Nel pomeriggio, alle 18, un’altra interprete femminile, Teresa De Sio, è la protagonista di uno degli eventi più attesi del festival, un appuntamento che si rinnova per la sesta volta consecutiva: il concerto in omaggio a Fabrizio De André, come di consueto ospite dei giardini dell’Agnata, lo stazzo vicino a Tempio Pausania che il cantautore elesse a “buen retiro” (oggi è un rinomato agriturismo). Il tributo di Time in Jazz, reso come sempre possibile dalla preziosa collaborazione della Fondazione De André, vedrà la cantautrice napoletana proporre un repertorio di brani propri, ispirati alla musica popolare, ma anche quattro o cinque canzoni dell’indimenticabile Faber, accompagnata da Egidio Marchitelli alla chitarra acustica, Her al violino e Upapadia alle percussioni.
Ed è in rosa anche il primo dei due concerti in programma nella serata a Berchidda sul palco di Piazza del Popolo: alle ore 21.30, riflettori puntati sulla cantante portoghese Maria Joao in duo col pianista Mario Laginha. Maria Joao è nota per la sua notevole capacità di improvvisazione e l’attitudine all’evoluzione, nodo centrale del suo fare artistico. Pochi interpreti hanno esplorato,
Il secondo set della serata, intorno alle 23, vede in scena Enrico Rava alla guida del suo New Quintet featuring il trombonista Gianluca Petrella. Al pianoforte siede il venticinquenne Giovanni Guidi, scoperto durante i Seminari estivi di Siena, e in seguito inserito nel gruppo Rava Under 21. Nonostante l’ancora giovane età (è del 1975), Gianluca Petrella è invece già da tempo uno dei migliori trombonisti jazz del mondo.
Accanto alla musica proseguono come sempre gli appuntamenti con le altre iniziative di Time in Jazz.
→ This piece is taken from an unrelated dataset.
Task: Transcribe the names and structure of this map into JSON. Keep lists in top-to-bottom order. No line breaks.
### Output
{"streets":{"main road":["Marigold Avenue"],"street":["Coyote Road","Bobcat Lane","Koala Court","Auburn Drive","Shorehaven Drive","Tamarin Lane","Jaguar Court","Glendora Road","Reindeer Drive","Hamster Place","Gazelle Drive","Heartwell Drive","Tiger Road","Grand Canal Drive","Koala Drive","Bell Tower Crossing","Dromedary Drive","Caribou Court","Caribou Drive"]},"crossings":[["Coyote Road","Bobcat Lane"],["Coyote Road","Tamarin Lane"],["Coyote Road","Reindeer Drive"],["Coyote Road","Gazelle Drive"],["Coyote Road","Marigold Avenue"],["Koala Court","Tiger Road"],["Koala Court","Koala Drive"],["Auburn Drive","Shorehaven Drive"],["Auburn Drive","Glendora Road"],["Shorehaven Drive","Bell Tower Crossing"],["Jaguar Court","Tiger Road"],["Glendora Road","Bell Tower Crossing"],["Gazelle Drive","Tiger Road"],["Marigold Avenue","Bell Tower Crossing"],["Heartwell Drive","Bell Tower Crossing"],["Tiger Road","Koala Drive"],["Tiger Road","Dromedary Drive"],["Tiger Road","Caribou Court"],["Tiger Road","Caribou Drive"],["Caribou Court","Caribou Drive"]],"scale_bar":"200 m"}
Alle 16.30, al Nuovo Cinema Santa Croce, il tema dell’Aria che connota questa edizione del festival verrà  indagato grazie a uno dei film proposti all’interno della rassegna “I talk to the wind” curata da Gianfranco Cabiddu.
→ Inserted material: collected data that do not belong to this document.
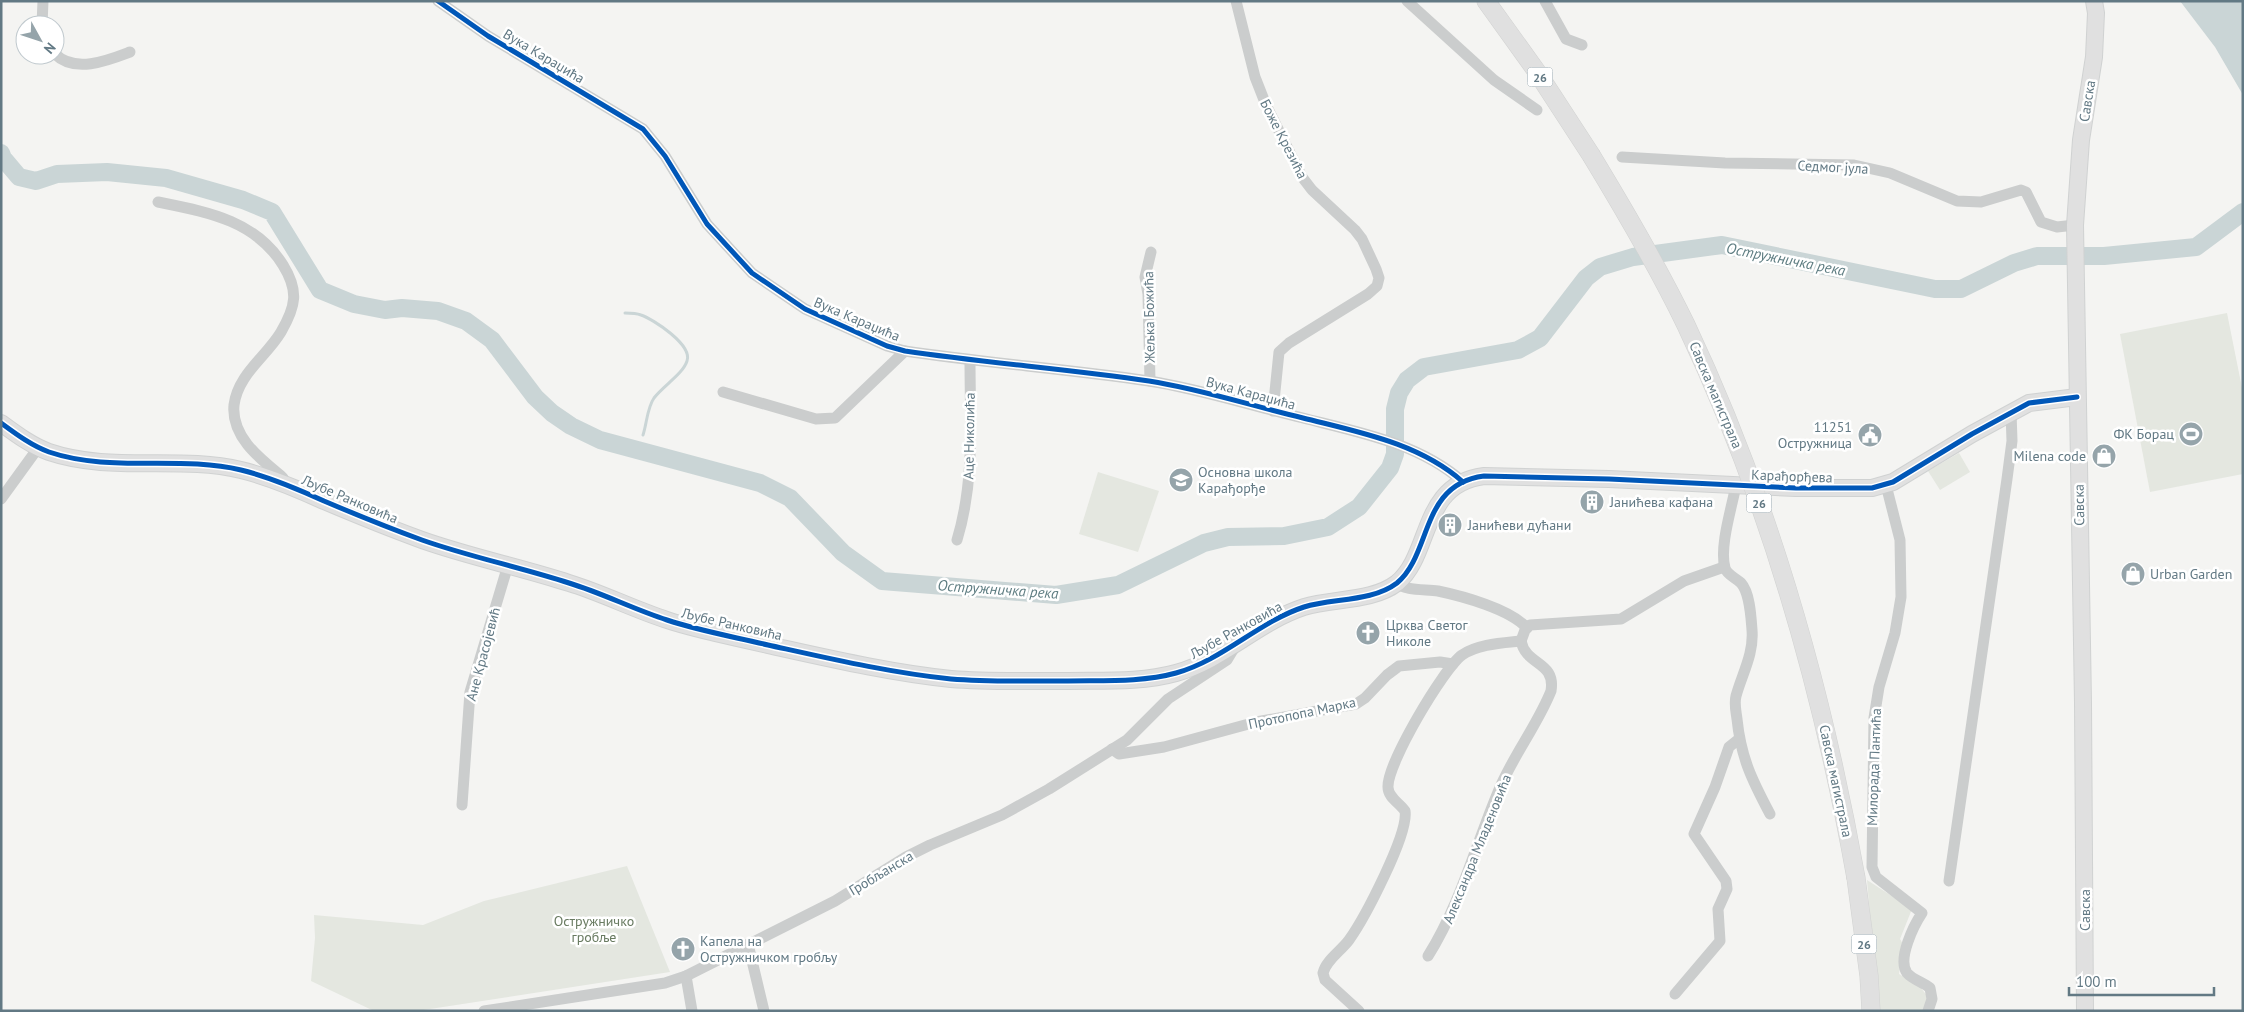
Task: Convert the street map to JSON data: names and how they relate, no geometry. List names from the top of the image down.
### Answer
{
  "streets": {
    "main road": ["26", "Савска магистрала"],
    "street": [
      "Вука Караџића",
      "Савска",
      "Боже Крезића",
      "Седмог јула",
      "Жељка Божића",
      "Аце Николића",
      "Карађорђева",
      "Љубе Ранковића",
      "Ане Красојевић",
      "Протопопа Марка",
      "Милорада Пантића",
      "Александра Младеновића",
      "Гробљанска"
    ]
  },
  "crossings": [
    ["Вука Караџића", "Боже Крезића"],
    ["Вука Караџића", "Жељка Божића"],
    ["Вука Караџића", "Аце Николића"],
    ["Вука Караџића", "Карађорђева"],
    ["Вука Караџића", "Љубе Ранковића"],
    ["Савска", "Седмог јула"],
    ["Савска", "Карађорђева"],
    ["Карађорђева", "Љубе Ранковића"],
    ["Карађорђева", "Милорада Пантића"],
    ["Љубе Ранковића", "Ане Красојевић"],
    ["Љубе Ранковића", "Гробљанска"],
    ["Протопопа Марка", "Гробљанска"]
  ],
  "water": ["Остружничка река"],
  "parks": ["Остружничко гробље"],
  "places": {
    "sports": ["ФК Борац"],
    "public building": ["11251 Остружница"],
    "shop": ["Milena code", "Urban Garden"],
    "school or university": ["Основна школа Карађорђе"],
    "building": ["Јанићева кафана", "Јанићеви дућани"],
    "church": ["Црква Светог Николе", "Капела на Остружничком гробљу"]
  },
  "scale_bar": "100 m",
  "north": "bottom right"
}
Dalle 15.30 alle 17.30 negli spazi della ex-cooperativa “La Berchiddese”, continua l’incontro con la danza grazie al laboratorio “Arie Mobili” tenuto dalla coreografa Ornella D’Agostino e dalla danzatrice-acrobata Elena Annovi. Da domani il lavoro svolto durante le ore di laboratorio proseguirà con  le incursioni di “Movimenti Urbani”, un progetto di formazione artistica a cura di Carovana S.M.I, diretto da Ornella D’Agostino in collaborazione col light designer Gianni Melis.
Domenica 15, giornata di ferragosto, ancora musica ed eventi dal mattino alla notte fonda per Time in Jazz. A partire dalle 11 appuntamento alla chiesa di San Michele, nelle campagne di Berchidda, per il concerto di Maria Joao e Mario Laginha; prima del concerto sarà dedicato un momento di riflessione alle politiche ambientali, in un incontro col direttore esecutivo di Greenpeace Italia, Giuseppe Onufrio, nell’ambito del progetto di sensibilizzazione ecologica Green Jazz. A seguire, si rinnova la consuetudine ferragostana  del pranzo tipico berchiddese (per informazioni e prenotazioni: +393203874759). Nel tardo pomeriggio (ore 18.00) la chiesetta campestre di S.Caterina a Berchidda aprirà i battenti alla Gara poetica in lingua sarda sul tema dell’aria. A sfidarsi in rime e versi estemporanei, i poeti improvvisatori Salvatore Scanu e Bruno Agus, accompagnati dal coro Santa Sarbana di Silanus. Più tardi (ore 21.30) il palco di Piazza del Popolo ospiterà le sonorità arabe del virtuoso dell’oud Dhafer Youssef, alla testa del suo Acoustic Quartet. Poi intorno alle 23, ingresso libero per la festa finale del festival, in cui il leader Cesare Dell’Anna unirà le formazioni di Girodibanda e Opa Cupa in una miscela esplosiva.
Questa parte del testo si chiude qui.